Record by record, write out the listing word for word while omitting pictures.

:: WORKING DATA ::
((

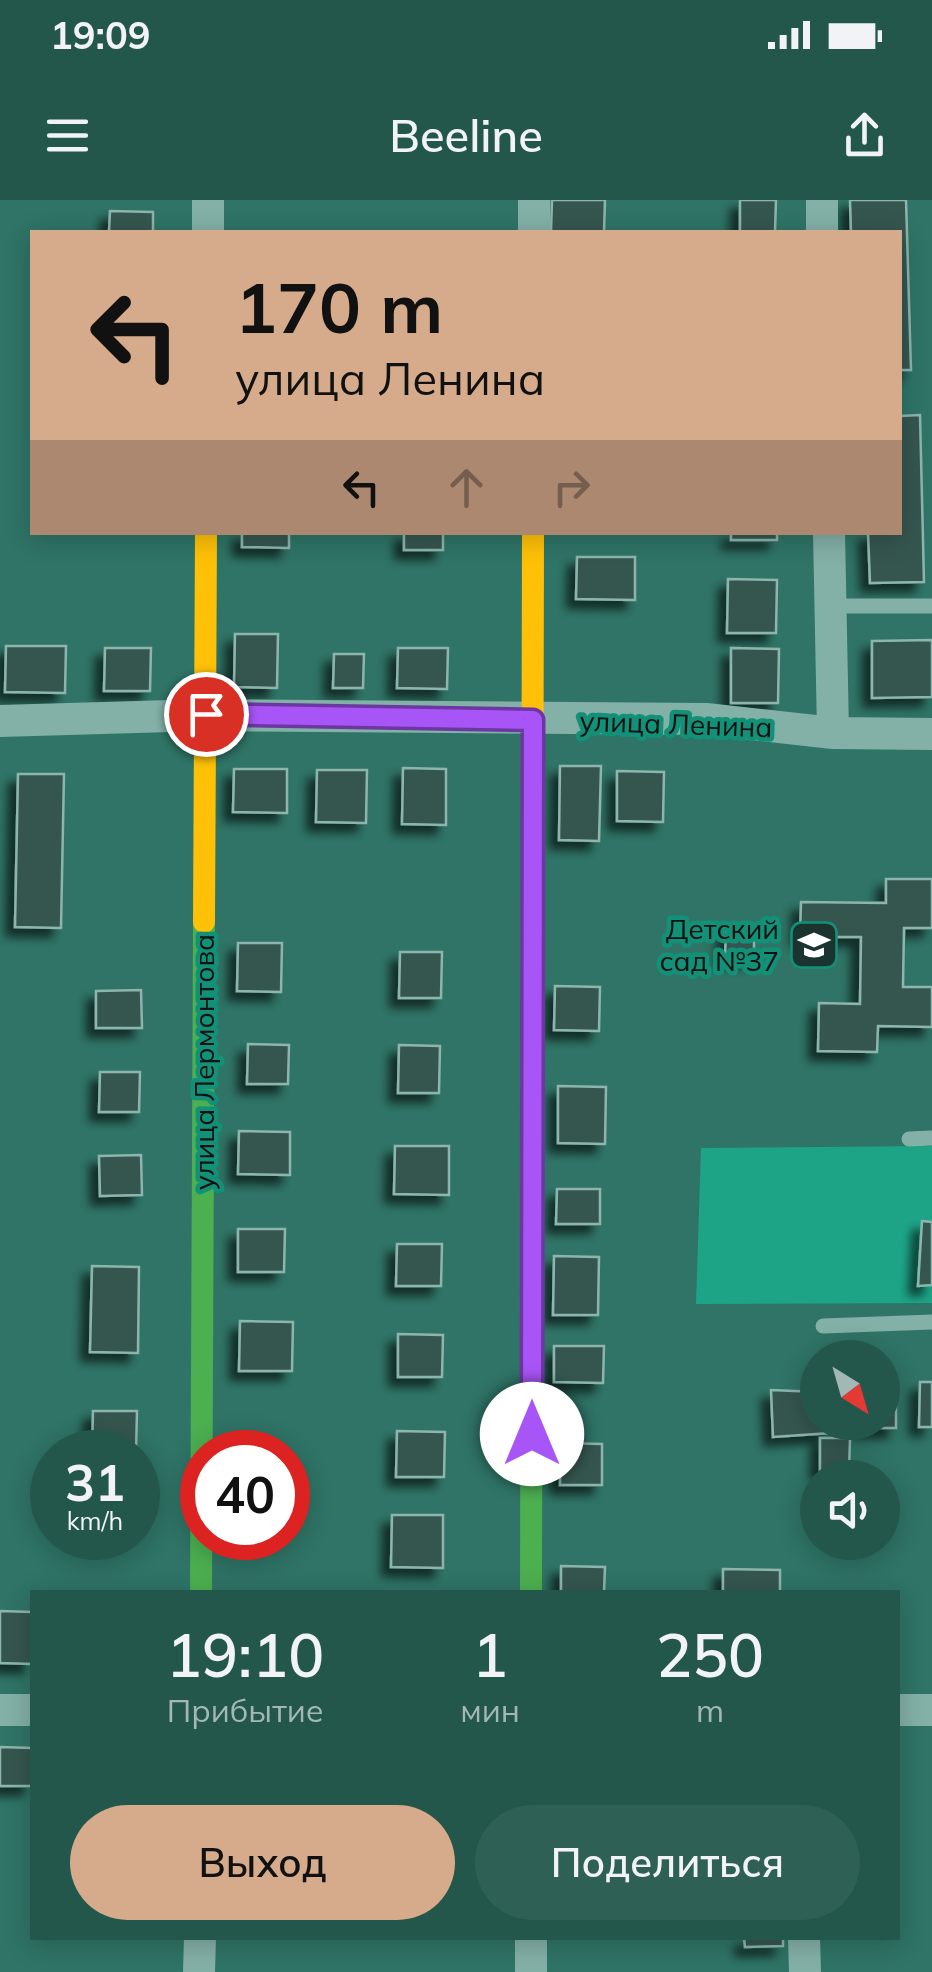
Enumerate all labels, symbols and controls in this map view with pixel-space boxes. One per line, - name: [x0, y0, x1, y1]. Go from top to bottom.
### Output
- text: 19:09: [50, 11, 151, 59]
- text: Beeline: [389, 107, 543, 163]
- icon: menu: [40, 108, 95, 163]
- icon: share: [837, 108, 892, 163]
- text: 170 m: [235, 263, 443, 351]
- icon: left: [70, 270, 200, 400]
- text: улица Ленина: [235, 350, 545, 406]
- icon: left: [334, 460, 389, 515]
- icon: ahead: [439, 460, 494, 515]
- icon: right: [544, 460, 599, 515]
- pin: [164, 672, 249, 757]
- icon: arrive: [179, 687, 234, 742]
- street label: улица Ленина: [579, 703, 773, 744]
- place label: Детский сад №37: [659, 911, 779, 978]
- school or university icon: Детский сад №37: [788, 919, 840, 971]
- street label: улица Лермонтова: [186, 934, 221, 1190]
- north arrow: [800, 1340, 900, 1440]
- map controls: [800, 1340, 900, 1560]
- position arrow: [480, 1382, 584, 1486]
- speed limit sign: 40: [180, 1430, 310, 1560]
- text: 31: [65, 1451, 125, 1514]
- button: sound: [800, 1460, 900, 1560]
- text: km/h: [67, 1505, 123, 1536]
- text: 19:10: [166, 1617, 324, 1692]
- text: 1: [472, 1617, 508, 1692]
- text: 250: [656, 1617, 764, 1692]
- text: Прибытие: [167, 1690, 324, 1730]
- text: мин: [460, 1690, 520, 1730]
- text: m: [696, 1690, 724, 1730]
- button: Выход: [70, 1805, 455, 1920]
- button: Поделиться: [475, 1805, 860, 1920]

))

:: RESULT OF THE TASK ::
Enumerate all labels, symbols and controls in this map view with pixel-space boxes. One per line, - name: [x0, y0, x1, y1]. Go from top to bottom.
### Output
- text: 19:09: [50, 11, 151, 59]
- text: Beeline: [389, 107, 543, 163]
- icon: menu: [40, 108, 95, 163]
- icon: share: [837, 108, 892, 163]
- text: 170 m: [235, 263, 443, 351]
- icon: left: [70, 270, 200, 400]
- text: улица Ленина: [235, 350, 545, 406]
- icon: left: [334, 460, 389, 515]
- icon: ahead: [439, 460, 494, 515]
- icon: right: [544, 460, 599, 515]
- pin: [164, 672, 249, 757]
- icon: arrive: [179, 687, 234, 742]
- street label: улица Ленина: [579, 703, 773, 744]
- place label: Детский сад №37: [659, 911, 779, 978]
- school or university icon: Детский сад №37: [788, 919, 840, 971]
- street label: улица Лермонтова: [186, 934, 221, 1190]
- north arrow: [800, 1340, 900, 1440]
- map controls: [800, 1340, 900, 1560]
- position arrow: [480, 1382, 584, 1486]
- speed limit sign: 40: [180, 1430, 310, 1560]
- text: 31: [65, 1451, 125, 1514]
- button: sound: [800, 1460, 900, 1560]
- text: km/h: [67, 1505, 123, 1536]
- text: 19:10: [166, 1617, 324, 1692]
- text: 1: [472, 1617, 508, 1692]
- text: 250: [656, 1617, 764, 1692]
- text: Прибытие: [167, 1690, 324, 1730]
- text: мин: [460, 1690, 520, 1730]
- text: m: [696, 1690, 724, 1730]
- button: Выход: [70, 1805, 455, 1920]
- button: Поделиться: [475, 1805, 860, 1920]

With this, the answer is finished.